Antoine

Improvised to Perfection

Inspiration from my father, Antoine

My parents opened their Bottega Antoine beauty salon
in Honolulu when I was three years old. My father taught himself how to install the plumbing, electrical wiring, drywalls, and he laid a perfect parquet teak wood floor on his first try. Always a perfectionist, my father agonizes over small details that others miss, and doesn’t trust anyone to do work the way he would.

I grew up in that salon. I did my homework in my father’s small office after school, swept hair, washed and folded towels, and fell asleep in the waiting area at night while my parents closed the books and prepared for the next day. My father passed his work ethic and positive can-do attitude to me through the example he showed me every day.

Bottega Antoine celebrated its 40 year anniversary at the same address earlier this year. My father still goes in five days a week, cutting and coloring hair at the same station he’s always had, standing on the same parquet floors he laid so long ago.

Antoine Spinelli has spent his life improvising. When I was a child, he told me that I could always have anything I wanted if I could see it unfold in my mind. He taught me “Creative Visualization” long before I read the book, or watched The Secret.

Literally born in the middle of an air raid, Antoine grew up in Ripacandida, a small Italian town that had been destroyed, in a country whose economy was devastated by war. The Spinelli men were blacksmiths, and as a boy Antoine practiced forgiatura in his father’s shop, hand-forging horseshoes, fence posts, door handles, and hinges. There was only enough money for essentials, so my father built his own toys.

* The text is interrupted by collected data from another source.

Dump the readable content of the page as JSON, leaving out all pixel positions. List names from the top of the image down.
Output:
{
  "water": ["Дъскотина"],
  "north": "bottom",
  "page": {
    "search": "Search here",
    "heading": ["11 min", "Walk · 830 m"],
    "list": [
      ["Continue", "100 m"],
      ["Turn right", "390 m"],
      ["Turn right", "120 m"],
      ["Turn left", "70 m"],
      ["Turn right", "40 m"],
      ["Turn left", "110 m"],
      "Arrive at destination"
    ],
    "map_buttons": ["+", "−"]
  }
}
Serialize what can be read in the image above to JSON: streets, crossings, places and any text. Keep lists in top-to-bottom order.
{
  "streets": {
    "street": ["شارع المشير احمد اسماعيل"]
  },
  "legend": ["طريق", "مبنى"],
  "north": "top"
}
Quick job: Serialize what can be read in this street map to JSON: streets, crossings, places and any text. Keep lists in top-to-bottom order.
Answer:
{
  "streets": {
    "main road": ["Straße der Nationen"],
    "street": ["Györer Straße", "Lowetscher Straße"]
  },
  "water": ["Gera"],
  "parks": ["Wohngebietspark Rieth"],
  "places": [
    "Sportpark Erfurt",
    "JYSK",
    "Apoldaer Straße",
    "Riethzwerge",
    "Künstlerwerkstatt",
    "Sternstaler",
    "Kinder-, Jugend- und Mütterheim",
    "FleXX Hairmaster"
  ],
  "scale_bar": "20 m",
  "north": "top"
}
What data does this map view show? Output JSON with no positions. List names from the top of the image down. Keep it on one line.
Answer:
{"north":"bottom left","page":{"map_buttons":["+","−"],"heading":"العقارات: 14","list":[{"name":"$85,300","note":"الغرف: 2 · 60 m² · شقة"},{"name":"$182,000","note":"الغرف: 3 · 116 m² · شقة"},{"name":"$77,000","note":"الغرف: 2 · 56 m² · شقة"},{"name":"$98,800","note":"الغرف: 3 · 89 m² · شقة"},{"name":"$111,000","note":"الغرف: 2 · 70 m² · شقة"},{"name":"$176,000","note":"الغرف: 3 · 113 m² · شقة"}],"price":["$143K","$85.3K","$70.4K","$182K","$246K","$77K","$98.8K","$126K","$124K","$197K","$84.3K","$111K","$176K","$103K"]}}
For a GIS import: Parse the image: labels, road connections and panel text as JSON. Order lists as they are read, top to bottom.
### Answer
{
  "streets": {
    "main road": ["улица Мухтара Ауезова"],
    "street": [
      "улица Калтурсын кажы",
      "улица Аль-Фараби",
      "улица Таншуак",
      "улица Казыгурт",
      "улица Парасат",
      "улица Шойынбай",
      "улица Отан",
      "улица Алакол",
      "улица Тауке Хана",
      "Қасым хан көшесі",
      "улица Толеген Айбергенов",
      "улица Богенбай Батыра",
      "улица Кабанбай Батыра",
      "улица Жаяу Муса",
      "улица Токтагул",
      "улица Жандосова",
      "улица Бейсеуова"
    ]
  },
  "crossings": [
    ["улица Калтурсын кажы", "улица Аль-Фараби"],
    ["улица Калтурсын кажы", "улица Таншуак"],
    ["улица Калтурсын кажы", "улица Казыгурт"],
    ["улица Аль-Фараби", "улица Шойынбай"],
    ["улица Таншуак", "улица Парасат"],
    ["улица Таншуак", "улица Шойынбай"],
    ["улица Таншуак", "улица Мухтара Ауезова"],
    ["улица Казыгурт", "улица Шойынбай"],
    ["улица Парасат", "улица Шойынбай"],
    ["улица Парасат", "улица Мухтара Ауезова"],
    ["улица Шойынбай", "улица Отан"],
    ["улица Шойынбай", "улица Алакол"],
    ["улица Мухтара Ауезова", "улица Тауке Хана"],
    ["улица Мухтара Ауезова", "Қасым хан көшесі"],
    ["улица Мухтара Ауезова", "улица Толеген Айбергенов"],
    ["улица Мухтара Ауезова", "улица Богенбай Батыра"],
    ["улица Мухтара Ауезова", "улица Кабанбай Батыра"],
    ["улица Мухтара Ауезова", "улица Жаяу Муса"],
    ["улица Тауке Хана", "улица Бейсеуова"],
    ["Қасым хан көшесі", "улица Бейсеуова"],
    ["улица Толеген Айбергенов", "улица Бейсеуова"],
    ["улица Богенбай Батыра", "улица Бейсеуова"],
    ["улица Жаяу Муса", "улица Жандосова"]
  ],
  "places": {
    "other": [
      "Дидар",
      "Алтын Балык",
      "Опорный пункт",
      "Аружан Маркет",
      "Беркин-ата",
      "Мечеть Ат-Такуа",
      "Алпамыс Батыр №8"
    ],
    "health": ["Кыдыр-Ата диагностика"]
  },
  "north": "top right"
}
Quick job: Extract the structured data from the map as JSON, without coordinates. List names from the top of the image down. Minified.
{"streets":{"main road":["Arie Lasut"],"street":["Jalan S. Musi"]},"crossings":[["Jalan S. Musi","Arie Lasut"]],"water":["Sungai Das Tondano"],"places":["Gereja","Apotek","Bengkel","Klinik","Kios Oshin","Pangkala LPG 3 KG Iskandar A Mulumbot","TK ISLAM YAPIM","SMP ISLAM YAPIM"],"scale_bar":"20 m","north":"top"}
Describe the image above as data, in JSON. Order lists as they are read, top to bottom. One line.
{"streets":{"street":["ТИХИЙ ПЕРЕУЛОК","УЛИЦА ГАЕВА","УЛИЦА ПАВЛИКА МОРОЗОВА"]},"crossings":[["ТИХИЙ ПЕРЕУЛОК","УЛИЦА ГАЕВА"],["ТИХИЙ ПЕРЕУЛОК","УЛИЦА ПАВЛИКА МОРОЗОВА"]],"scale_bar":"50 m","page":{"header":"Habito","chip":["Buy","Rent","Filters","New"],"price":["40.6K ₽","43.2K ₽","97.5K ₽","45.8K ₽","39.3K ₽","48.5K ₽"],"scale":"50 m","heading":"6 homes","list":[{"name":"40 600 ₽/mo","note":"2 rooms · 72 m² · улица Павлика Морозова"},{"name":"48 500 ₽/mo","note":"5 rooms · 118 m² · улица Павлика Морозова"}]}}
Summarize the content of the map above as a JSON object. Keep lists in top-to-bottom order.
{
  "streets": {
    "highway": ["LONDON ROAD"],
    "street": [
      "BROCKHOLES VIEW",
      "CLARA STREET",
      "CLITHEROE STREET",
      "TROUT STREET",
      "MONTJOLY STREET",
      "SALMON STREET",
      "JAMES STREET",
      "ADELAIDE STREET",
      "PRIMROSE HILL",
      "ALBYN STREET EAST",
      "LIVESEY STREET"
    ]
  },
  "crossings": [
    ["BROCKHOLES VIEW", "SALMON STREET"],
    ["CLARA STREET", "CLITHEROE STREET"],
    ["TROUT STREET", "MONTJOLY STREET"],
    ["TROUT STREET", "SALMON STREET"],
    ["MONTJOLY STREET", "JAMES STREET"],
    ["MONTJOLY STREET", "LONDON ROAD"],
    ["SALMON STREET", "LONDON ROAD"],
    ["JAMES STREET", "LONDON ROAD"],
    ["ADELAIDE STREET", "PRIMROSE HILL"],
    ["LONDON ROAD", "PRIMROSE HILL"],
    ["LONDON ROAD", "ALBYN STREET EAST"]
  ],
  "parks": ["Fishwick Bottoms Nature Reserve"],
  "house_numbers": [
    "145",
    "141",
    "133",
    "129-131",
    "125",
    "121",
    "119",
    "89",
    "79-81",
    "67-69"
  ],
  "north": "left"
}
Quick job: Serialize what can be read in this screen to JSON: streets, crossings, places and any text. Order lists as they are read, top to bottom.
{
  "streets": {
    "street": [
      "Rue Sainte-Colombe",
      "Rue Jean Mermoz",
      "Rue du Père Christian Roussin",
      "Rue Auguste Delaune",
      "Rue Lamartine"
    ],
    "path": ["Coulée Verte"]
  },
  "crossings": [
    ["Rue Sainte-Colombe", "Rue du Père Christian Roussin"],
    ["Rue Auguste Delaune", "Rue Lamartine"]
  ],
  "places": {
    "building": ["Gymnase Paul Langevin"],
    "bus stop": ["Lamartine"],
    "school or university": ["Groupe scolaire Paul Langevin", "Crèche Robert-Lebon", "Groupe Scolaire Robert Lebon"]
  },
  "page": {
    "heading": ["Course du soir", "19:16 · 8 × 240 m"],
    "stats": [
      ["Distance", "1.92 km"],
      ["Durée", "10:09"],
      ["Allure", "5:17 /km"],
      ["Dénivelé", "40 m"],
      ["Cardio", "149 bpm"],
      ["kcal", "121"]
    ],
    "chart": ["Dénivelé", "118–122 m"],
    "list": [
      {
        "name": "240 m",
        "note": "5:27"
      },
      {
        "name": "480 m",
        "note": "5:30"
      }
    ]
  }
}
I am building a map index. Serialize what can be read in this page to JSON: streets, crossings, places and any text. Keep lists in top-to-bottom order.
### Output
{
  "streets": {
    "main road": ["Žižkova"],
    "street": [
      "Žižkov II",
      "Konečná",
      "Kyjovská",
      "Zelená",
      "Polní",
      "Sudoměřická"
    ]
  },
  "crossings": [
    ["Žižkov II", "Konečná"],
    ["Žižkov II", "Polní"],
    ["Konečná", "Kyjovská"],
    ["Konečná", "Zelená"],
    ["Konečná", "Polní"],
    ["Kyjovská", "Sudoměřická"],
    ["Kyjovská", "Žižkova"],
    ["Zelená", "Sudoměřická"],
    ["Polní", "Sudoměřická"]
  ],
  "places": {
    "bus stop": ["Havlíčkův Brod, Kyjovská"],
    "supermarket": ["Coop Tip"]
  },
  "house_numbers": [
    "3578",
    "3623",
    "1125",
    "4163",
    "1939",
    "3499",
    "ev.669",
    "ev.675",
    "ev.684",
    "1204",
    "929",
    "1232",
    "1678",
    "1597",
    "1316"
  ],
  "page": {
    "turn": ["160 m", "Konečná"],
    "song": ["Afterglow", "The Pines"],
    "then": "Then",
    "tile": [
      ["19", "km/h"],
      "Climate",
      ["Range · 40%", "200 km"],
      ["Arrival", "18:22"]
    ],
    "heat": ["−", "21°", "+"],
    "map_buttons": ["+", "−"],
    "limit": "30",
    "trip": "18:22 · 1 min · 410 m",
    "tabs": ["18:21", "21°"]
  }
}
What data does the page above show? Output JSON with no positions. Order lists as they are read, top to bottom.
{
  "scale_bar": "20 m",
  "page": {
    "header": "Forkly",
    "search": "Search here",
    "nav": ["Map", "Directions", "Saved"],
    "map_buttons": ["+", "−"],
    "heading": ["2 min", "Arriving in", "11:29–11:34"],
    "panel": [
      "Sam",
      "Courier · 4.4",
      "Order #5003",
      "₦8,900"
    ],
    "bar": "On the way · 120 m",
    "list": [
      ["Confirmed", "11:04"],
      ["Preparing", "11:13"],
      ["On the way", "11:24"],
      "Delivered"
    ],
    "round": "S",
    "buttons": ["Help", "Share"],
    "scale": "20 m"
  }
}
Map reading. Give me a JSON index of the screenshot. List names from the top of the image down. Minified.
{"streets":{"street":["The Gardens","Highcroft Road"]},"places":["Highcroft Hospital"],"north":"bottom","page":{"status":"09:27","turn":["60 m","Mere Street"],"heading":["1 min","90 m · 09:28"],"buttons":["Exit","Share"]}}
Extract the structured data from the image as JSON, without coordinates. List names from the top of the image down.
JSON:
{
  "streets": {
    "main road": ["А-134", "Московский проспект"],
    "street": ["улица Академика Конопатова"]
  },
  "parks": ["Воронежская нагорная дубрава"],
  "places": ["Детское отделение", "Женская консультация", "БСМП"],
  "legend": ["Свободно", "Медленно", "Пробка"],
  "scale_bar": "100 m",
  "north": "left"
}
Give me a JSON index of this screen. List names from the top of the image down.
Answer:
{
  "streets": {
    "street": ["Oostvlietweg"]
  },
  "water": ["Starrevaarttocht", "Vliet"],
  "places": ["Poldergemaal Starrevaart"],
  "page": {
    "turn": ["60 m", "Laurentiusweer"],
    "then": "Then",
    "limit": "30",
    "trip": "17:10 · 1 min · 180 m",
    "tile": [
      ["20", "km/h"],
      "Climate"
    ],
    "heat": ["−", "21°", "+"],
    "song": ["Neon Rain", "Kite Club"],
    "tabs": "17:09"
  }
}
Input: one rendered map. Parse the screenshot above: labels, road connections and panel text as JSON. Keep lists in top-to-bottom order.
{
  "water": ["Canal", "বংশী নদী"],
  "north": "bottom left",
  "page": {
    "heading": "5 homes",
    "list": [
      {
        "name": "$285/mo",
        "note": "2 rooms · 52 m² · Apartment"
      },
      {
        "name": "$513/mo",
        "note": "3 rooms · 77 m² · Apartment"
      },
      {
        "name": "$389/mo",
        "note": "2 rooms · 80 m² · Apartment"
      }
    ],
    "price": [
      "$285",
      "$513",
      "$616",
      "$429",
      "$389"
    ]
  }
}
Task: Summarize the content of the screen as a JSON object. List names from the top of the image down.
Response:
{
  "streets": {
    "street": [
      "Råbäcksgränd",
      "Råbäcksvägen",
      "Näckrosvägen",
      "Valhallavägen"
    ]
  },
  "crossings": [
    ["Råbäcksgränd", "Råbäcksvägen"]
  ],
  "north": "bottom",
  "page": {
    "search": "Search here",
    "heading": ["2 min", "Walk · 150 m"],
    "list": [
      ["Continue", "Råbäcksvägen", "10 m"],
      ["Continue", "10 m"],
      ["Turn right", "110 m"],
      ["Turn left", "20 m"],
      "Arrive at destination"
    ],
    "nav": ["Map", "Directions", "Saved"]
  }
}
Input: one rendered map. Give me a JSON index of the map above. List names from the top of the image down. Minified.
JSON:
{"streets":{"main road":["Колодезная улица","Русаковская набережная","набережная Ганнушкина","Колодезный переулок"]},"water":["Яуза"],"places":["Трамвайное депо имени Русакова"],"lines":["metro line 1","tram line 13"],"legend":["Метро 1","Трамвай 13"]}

After finishing eighth grade, my father boarded
a ship to Canada for a job as a dishwasher in the Northwest Territories to send money home to his parents. But, Antoine did not plan to be a dishwasher for long.
He discovered cutting hair would be his ideal career—
he could work anywhere, he only needed a comb, scissors, and his dedicated talent—and he could make people happy.

My father dreamed of living in America, so he moved to live with a distant relative in Chicago, bought some custom tailored sharkskin suits, started working in a beauty salon on Michigan Avenue, and applied for a green card. Then he was drafted into the Army. He served two years in Vietnam, became a citizen, got married, and moved to Honolulu where I was born.

Antoine Spinelli quickly became a local celebrity in Honolulu. He trained with top stylists in NYC, hung out at Studio 54 wearing avant-garde designers like Yohji Yamamoto, Comme Des Garcons, and Versace, and Bottega Antoine became the destination salon.

On weekends and in-between clients, my father sets up his humble, handmade jewelry workstation between the dryers, next to his espresso machine, in front of the sink where he was mixing hair color hours earlier. He pulls his torch, anvil, and polishing wheel from the corner and creates exquisite jewelry for private clients
in Honolulu. 

Antoine made our first group of interconnected Galaxy Rings in the backroom of Bottega Antoine ten years ago. When we officially became Spinelli Kilcollin, we realized that he was too busy cutting hair to produce our orders. We spent months working with jewelers in Los Angeles to replicate the quality of his work.

Antoine has continued to design and craft silver jewelry which he makes available privately to his clients in Honolulu, and I have always been adamant that his work should reach a larger audience. Earlier this year we partnered to make a ring collection available exclusively through our website, bringing us around full circle to the beginning of Spinelli Kilcollin.

Each ring is cut by hand from a solid sheet of silver, 3mm or 5mm thick, annealed, formed, and polished on Antoine’s workbench in the traditional forgiatura style that he learned from his father. I showed some pieces to our jewelers in Los Angeles, and they agreed that his patience and the precision he achieves by hand is unparalleled.

My father’s influence is foundational to Spinelli Kilcollin, and we’re dedicated to keep the soul and vision of his original work. I’m proud to be working with him again, and would like to think that I am carrying the Spinelli family tradition into the new century.